TASK DETAILS ::
Once you find the line with "c.strokeStyle = color;" in the data that follows, repeat it and every line after it exactly, through the line with "c.strokeStyle = halo;".

INFORMATION SUPPLIED ::
▼

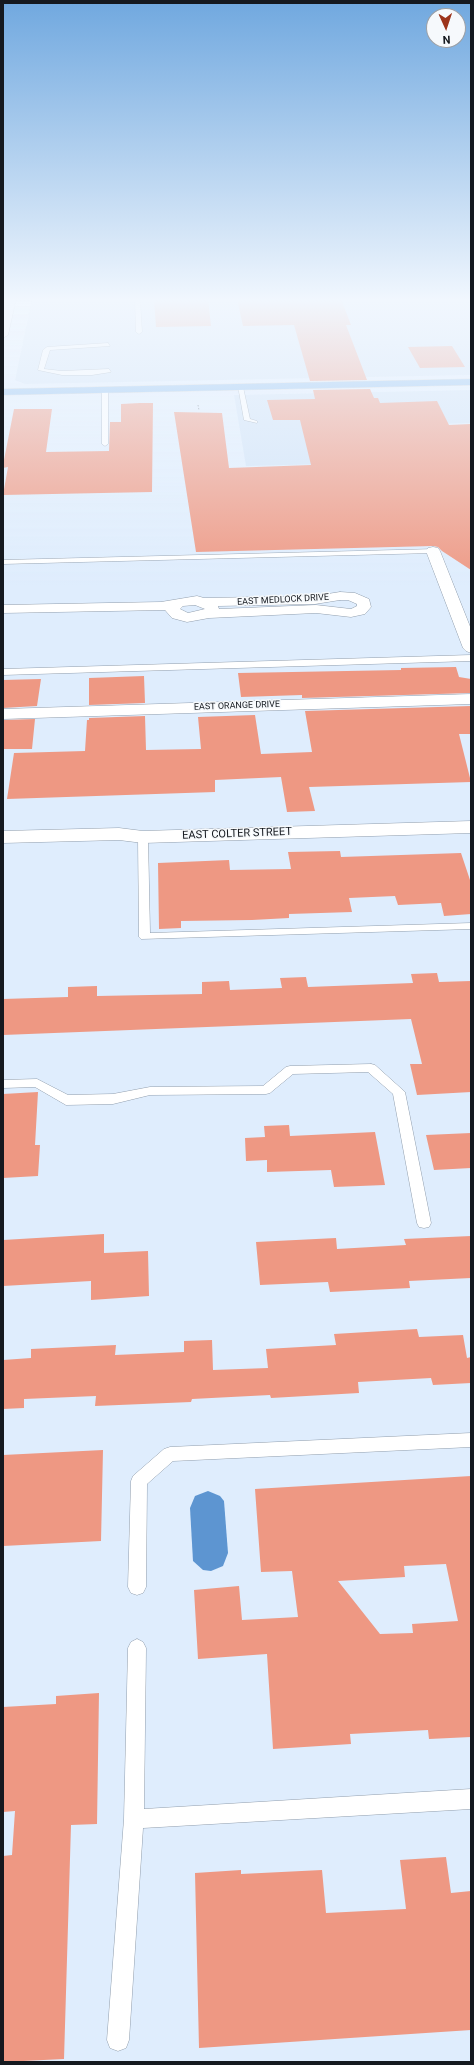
<!DOCTYPE html>
<style>
body{margin:0}
#map{position:relative;width:474px;height:2065px;overflow:hidden;background:#dfedfd;font-family:Roboto,sans-serif}
canvas{display:block}
.frame{position:absolute;inset:0;border:4px solid #15191f;pointer-events:none}
.north{position:absolute;left:426px;top:8px;width:40px;height:40px;box-sizing:border-box;background:#f6f9fc;border:1px solid #9c9fa4;border-radius:50%;rotate:177deg;font-size:11px;font-weight:700;line-height:16px;text-align:center;color:#15191f}
.north::after{content:'';display:block;margin:auto;width:14px;height:18px;background:#9c341b;clip-path:polygon(50% 0,100% 100%,50% 72%,0 100%)}
</style>
<div id="map">
<canvas width="474" height="2065"></canvas>
<div class="frame"></div>
<div class="north">N</div>
</div>
<script>
const c = document.querySelector('canvas').getContext('2d');
c.lineJoin = 'round';
function paint(path, color) {
  c.fillStyle = color;
  c.fill(path, 'evenodd');
}
function shape(rows) {
  const path = new Path2D();
  for (const r of rows) {
    path.moveTo(r[0], r[1]);
    for (let i = 2; i < r.length; i += 2) path.lineTo(r[i], r[i + 1]);
  }
  return path;
}
function stroke(path, color, width, dash) {
  c.strokeStyle = color;
  c.lineWidth = width;
  c.lineCap = dash ? 'butt' : 'round';
  c.setLineDash(dash || []);
  c.stroke(path);
}
function label(font, color, halo, rows, align = 'center') {
  c.font = font + ' Roboto,sans-serif';
  c.lineWidth = 3;
  c.setLineDash([]);
  c.textBaseline = 'middle';
  c.strokeStyle = halo;
  c.fillStyle = color;
  for (const [text, x, y, turn = 0] of rows) {
    c.save();
    c.translate(x, y);
    c.rotate((+turn || 0) * Math.PI / 180);
    c.textAlign = isNaN(turn) ? turn : align;
    if (halo) c.strokeText(text, 0, 0);
    c.fillText(text, 0, 0);
    c.restore();
  }
}
paint(shape([
 [32,299,471,299,471,375,25,384,15,380],
 [471,390,471,423,396,425,411,462,246,466,234,395]
]), '#cfe2f7');
paint(shape([
 [208,1491,220,1496,224,1501,228,1553,223,1566,211,1571,203,1570,193,1561,190,1508,195,1496]
]), '#5d95d1');
paint(shape([
 [154,299,208,299,211,326,156,327],
 [237,299,341,299,351,325,346,325,367,380,310,381,294,325,243,326],
 [452,346,465,367,420,368,408,347],
 [370,389,374,398,378,398,380,403,437,401,449,425,471,424,471,570,442,551,438,547,433,546,196,552,174,412,222,413,229,468,311,465,300,420,273,420,267,400,315,399,313,390],
 [140,403,153,403,152,492,3,495,8,467,3,468,3,465,14,409,52,409,46,452,109,451,110,422,121,422,121,404],
 [456,667,459,677,471,679,471,693,302,698,302,695,241,697,238,673,401,670,401,668],
 [144,676,145,703,89,705,89,678],
 [41,679,37,706,3,708,3,680],
 [471,706,471,734,459,734,471,782,309,787,315,811,287,812,281,777,215,780,215,792,7,799,14,753,85,751,87,720,89,720,89,718,145,716,146,750,201,749,198,717,255,715,261,754,312,752,305,711],
 [35,719,32,749,3,749,3,720],
 [340,851,341,857,461,853,471,883,471,914,444,916,441,903,398,905,395,896,349,898,352,912,289,914,289,918,252,920,181,921,181,928,159,929,158,863,229,860,230,870,291,869,288,852],
 [437,973,439,982,471,981,471,1092,417,1095,410,1064,422,1064,411,1019,3,1035,3,999,68,997,68,987,97,986,97,996,202,994,202,982,229,981,230,990,282,988,280,978,306,977,308,987,413,983,411,974],
 [38,1092,35,1145,40,1145,38,1176,3,1178,3,1094],
 [289,1125,290,1136,375,1132,385,1185,334,1187,331,1170,267,1172,267,1160,246,1161,245,1138,265,1137,264,1126],
 [471,1133,471,1168,434,1170,426,1135],
 [104,1234,104,1253,148,1251,149,1296,91,1300,91,1281,3,1286,3,1240],
 [471,1236,471,1278,409,1281,410,1288,330,1292,328,1282,260,1285,256,1242,336,1238,337,1249,406,1245,404,1239],
 [417,1329,419,1337,463,1335,467,1358,471,1357,471,1383,433,1385,431,1378,358,1382,359,1393,271,1398,270,1395,192,1399,191,1402,95,1406,96,1396,24,1399,24,1408,3,1409,3,1360,31,1358,31,1349,116,1345,115,1355,184,1352,184,1341,212,1340,213,1370,268,1368,266,1349,336,1345,334,1334],
 [103,1450,101,1541,3,1546,3,1455],
 [471,1476,471,1737,429,1739,428,1730,350,1734,351,1744,273,1749,267,1654,198,1659,194,1590,239,1586,242,1620,298,1617,292,1571,261,1572,255,1489],
 [446,1564,458,1621,412,1624,413,1633,380,1634,338,1581,405,1577,404,1566],
 [99,1693,97,1824,71,1825,64,2059,3,2062,3,1856,12,1855,15,1811,3,1812,3,1707,56,1704,56,1696],
 [446,1857,451,1893,471,1891,471,2030,199,2048,195,1873,241,1870,241,1874,322,1870,326,1913,406,1909,400,1860]
]), '#ee9883');
const service = shape([
 [135,299,140,299,142,332,139,334,136,332,135,299],
 [108,343,110,346,50,350,44,369,62,371,109,369,111,372,92,375,62,375,38,370,43,350,47,347,108,343],
 [238,386,243,387,250,419,257,421,257,423,244,420,238,386],
 [105,388,108,390,108,444,105,446,102,444,102,390,105,388],
 [436,549,437,551,433,553,3,564,3,560,436,549],
 [471,655,471,661,3,675,3,669,471,655],
 [143,834,148,837,150,933,471,923,471,929,141,939,139,937,138,837,143,834],
 [371,1064,375,1065,405,1092,431,1223,429,1227,424,1228,419,1227,417,1223,393,1094,368,1072,293,1074,270,1093,266,1094,150,1095,113,1104,66,1105,35,1087,3,1088,3,1080,37,1079,68,1095,113,1094,150,1087,263,1086,286,1067,290,1066,371,1064],
 [471,1433,471,1447,173,1461,147,1484,146,1587,143,1593,137,1595,131,1593,128,1587,131,1481,133,1476,164,1449,170,1447,471,1433],
 [137,1639,143,1642,146,1648,144,1809,471,1789,471,1809,143,1828,129,2040,126,2048,118,2051,110,2048,107,2040,124,1819,128,1648,131,1642,137,1639]
]);
const minor = shape([
 [433,547,438,548,440,551,471,629,471,653,466,651,463,648,426,551,428,548,433,547],
 [340,592,355,593,369,599,371,607,365,614,351,617,316,613,209,618,187,622,172,618,165,610,3,613,3,605,161,602,197,596,204,598,315,596,340,592],
 [340,600,348,600,357,604,357,606,351,609,316,605,219,609,218,606,315,604,340,600],
 [195,605,205,609,188,613,180,609,183,606,195,605],
 [471,694,471,704,3,719,3,709,471,694],
 [471,821,471,833,143,843,119,840,3,843,3,831,119,828,143,831,471,821]
]);
const tertiary = shape([
 [6,299,16,299,8,335,3,338,3,314,6,299]
]);
const primary = shape([
 [471,379,471,385,3,395,3,389,471,379]
]);
stroke(service, '#919ead', 1);
stroke(minor, '#919ead', 1);
stroke(tertiary, '#919ead', 1);
stroke(primary, '#d0d1d2', 1);
stroke(shape([
 [198,405,199,410]
]), '#7e8792', 1, [1.5, 1.5]);
paint(service, '#fff');
paint(minor, '#fff');
paint(tertiary, '#fff');
paint(primary, '#87bbef');
const sky = c.createLinearGradient(0, 0, 0, 589);
sky.addColorStop(0, '#70a8df');
sky.addColorStop(0.51, '#f1f7fe');
sky.addColorStop(1, '#f1f7fe00');
c.fillStyle = sky;
c.fillRect(0, 0, 474, 589);
label('9px', '#15191f', '#f6f9fc', [
 ["EAST MEDLOCK DRIVE",283,600,-3],
 ["EAST ORANGE DRIVE",237,706,-2]
]);
label('11px', '#15191f', '#f6f9fc', [
 ["EAST COLTER STREET",237,834,-2]
]);
</script>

▲

ANSWER ::
  c.strokeStyle = color;
  c.lineWidth = width;
  c.lineCap = dash ? 'butt' : 'round';
  c.setLineDash(dash || []);
  c.stroke(path);
}
function label(font, color, halo, rows, align = 'center') {
  c.font = font + ' Roboto,sans-serif';
  c.lineWidth = 3;
  c.setLineDash([]);
  c.textBaseline = 'middle';
  c.strokeStyle = halo;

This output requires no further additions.